This is a woman with a household to run, but who nevertheless is industrious and capable. She is not dependent or weak but instead knows she is worthy and lives according to that. Her husband is respected and powerful, but she is not content being a trophy wife - instead, she trades, makes investments and ends up planting a vineyard with her own earnings. She is profitable, but that does not satisfy her - instead, she opens her arms to the poor and extends her hands to the needy. And my favourite verse; "She is clothed with strength and dignity; she can laugh at the days to come. She speaks with wisdom, and faithful instruction is on her tongue." She works hard, laughs easily, loves fiercely.

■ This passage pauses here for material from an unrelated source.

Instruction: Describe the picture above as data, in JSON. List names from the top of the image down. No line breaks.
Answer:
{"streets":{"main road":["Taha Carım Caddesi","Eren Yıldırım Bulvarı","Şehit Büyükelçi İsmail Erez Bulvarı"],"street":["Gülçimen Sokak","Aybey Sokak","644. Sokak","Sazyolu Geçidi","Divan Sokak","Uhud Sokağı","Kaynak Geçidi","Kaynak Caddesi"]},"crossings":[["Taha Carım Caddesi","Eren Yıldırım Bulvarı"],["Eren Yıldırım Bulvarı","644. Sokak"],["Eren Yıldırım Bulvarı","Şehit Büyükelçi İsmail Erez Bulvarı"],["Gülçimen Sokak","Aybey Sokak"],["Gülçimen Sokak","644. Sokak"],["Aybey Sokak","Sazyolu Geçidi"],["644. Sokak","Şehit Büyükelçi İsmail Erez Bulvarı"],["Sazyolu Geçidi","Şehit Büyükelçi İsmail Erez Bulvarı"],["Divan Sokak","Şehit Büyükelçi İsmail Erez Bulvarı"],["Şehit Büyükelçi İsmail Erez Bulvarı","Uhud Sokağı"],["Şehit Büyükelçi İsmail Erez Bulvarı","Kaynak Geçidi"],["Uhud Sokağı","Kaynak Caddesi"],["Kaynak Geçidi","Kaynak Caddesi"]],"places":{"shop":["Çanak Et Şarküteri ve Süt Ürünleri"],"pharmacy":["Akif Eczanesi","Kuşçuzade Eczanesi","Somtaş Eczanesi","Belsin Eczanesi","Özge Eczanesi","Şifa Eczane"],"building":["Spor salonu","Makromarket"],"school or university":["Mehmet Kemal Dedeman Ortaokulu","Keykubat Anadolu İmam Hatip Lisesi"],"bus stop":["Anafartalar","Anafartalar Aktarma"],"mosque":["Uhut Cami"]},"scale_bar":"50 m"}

I am sick of seeing kids being taught socially constructed gender roles from when they first begin to play with Lego or Barbies. I am sick of being told that as a woman, I will have less of a chance to earn the same amount of money as my male counterpart. I am sick of being told that "Adam came first" and I am sick of the bad theology that tells me that women are the weaker and therefore lesser sex. It is high time that we recognise that women are God's children too, and we are also shepherds, pastors, mothers, wives, teachers, sisters, CEO's and political leaders. We may choose to stay at home with the kids, or we may decide that our dream is to become the next president of the USA. We may decide to be missionaries in Africa, or to live a life among community in Wellington. And men have the same choices to make. But archaic male-dominated world-views that dictate who we are and what we can become based on gender are not acceptable.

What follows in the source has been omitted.